Tops Tag Model Two

Pseudo-Code Kit and Examples

A kit of samples and conventions to build language-specific models of type-related aspects of "typical" dynamic or scripting programming languages that follow an Algol-like influence (which includes languages resembling C, Pascal, VB, and Python syntax, for example). This can aid in predicting and remembering type-related results by allowing one to "x-ray" the parts and their actions. They can be viewed as mental exercises to help build and strengthen mental models of type-related processes in a target language.

This kit may not reflect actual construction of the workings of production interpreters, and the "parts" used in the model are model-specific and not intended to be "canonical" or "official" in a general sense[5], but this does not prevent it from being useful for prediction and serve as a memory aid. Actual interpreters have a lot of layers and artifacts that although may improve machine performance, are generally difficult to remember and mentally apply, and are thus not necessary nor helpful for our training-related goal.

The modelling kit can create descriptive imperative pseudo-code models that use XML representations of variables (and variable-like entities) in order to model the "parts" of a variable during the processing of a given operator in a given dynamic "Algol-style" language in order to better predict the language's behavior with regard to type-related issues. Sample implementations are given, and the model user can select among the sample implementations that best the behavior of the language. Test snippets are built to isolate the target operators in a way that allows for testing and experimentation. TypeTagDifferenceDiscussion gives examples typical tests that can be performed. TypeHandlingGrids can be used to track experiments in a systematic way.

If the pseudo-code is not detailed enough to explain the behavior, then in theory StepwiseRefinement can be used to eventually create actual implementations of the target operators. We only turn the refinement dial as detailed as we need to in order to understand the "reason" for the result in executable code.

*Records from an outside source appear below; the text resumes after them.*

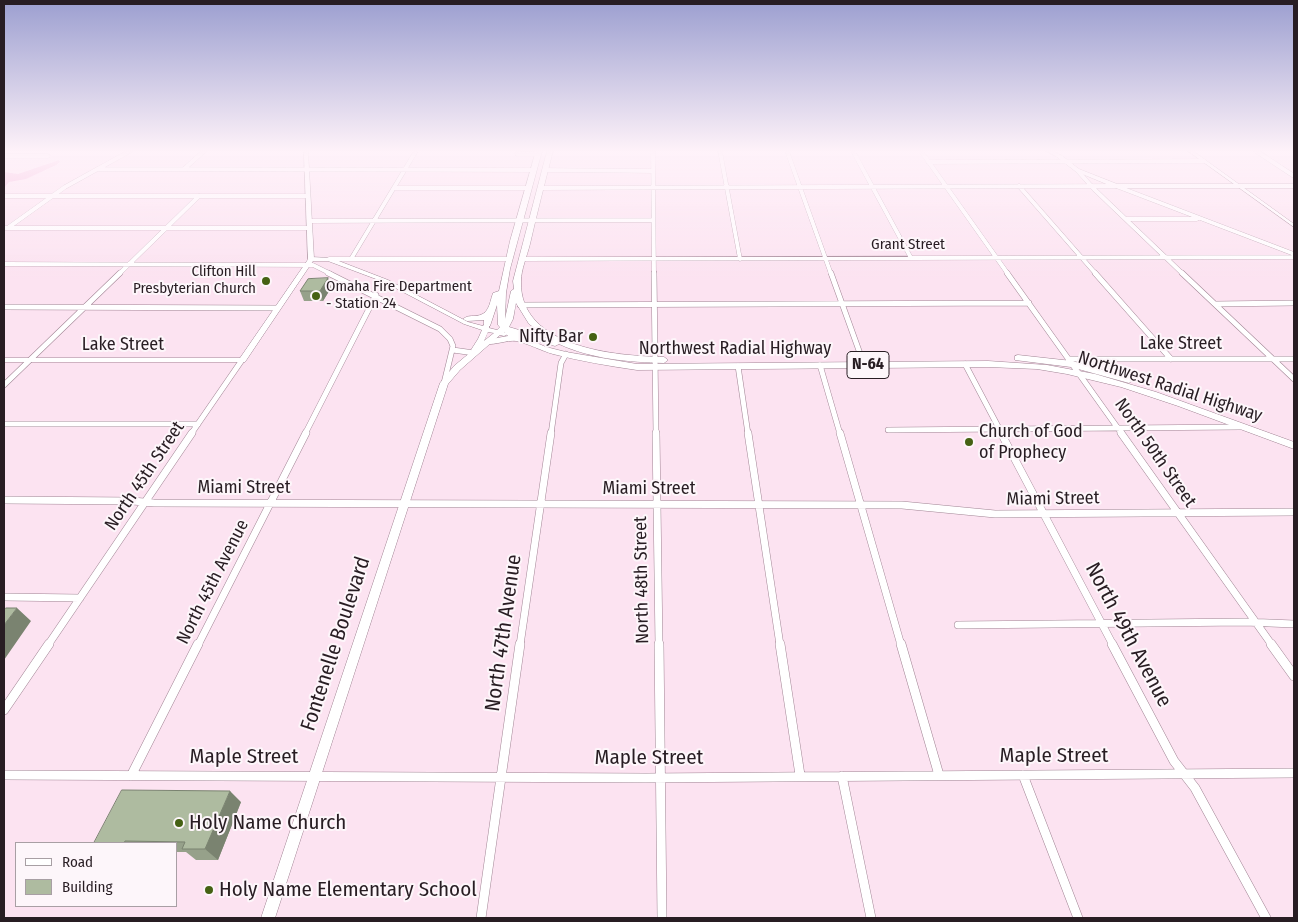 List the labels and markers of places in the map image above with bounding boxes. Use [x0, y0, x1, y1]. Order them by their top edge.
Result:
place label: Clifton Hill Presbyterian Church [133, 263, 256, 298]
marker: Clifton Hill Presbyterian Church [260, 275, 272, 287]
place label: Omaha Fire Department - Station 24 [326, 278, 472, 313]
marker: Omaha Fire Department - Station 24 [310, 290, 322, 302]
place label: Nifty Bar [519, 326, 583, 348]
marker: Nifty Bar [587, 331, 599, 343]
place label: Church of God of Prophecy [979, 421, 1083, 464]
marker: Church of God of Prophecy [963, 436, 975, 448]
place label: Holy Name Church [189, 810, 346, 836]
marker: Holy Name Church [173, 817, 185, 829]
place label: Holy Name Elementary School [219, 877, 477, 903]
marker: Holy Name Elementary School [203, 884, 215, 896]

We are essentially creating a model or models of an abstract interpreter of a given operator in question. We don't want to model an entire language if we don't have to such that we only create models of subsets of the language. In order to simplify the model description, certain deconstructions are done manually, such as expression reduction. Thus, it's up to the model user to perform the correct order of operations. These can be done by reading the documentation and/or experimentation. In an expression such as "x=a+b+c", it can sometimes make a difference whether the right "+" is evaluated before the left one (per language) where mixed types are involved.

An example of the internal structure generated for a variable [2]:

 foo = 123;

 <var name="foo" type_tag="number" value="123">

Here is the model we'd use for a non-tag language:

 <var name="foo" value="123">

Experiments are probably needed to determine if the language uses type-tags or not. Generally one finds this out if the type tag makes no difference. In other words, it's considered non-tagged if no experiment can be found that shows there is information other than the "value" as described in the structures above.

API's

(Pseudo-code syntax roughly based on AlternativesToCeeSyntax, roughly a C/Pascal hybrid.)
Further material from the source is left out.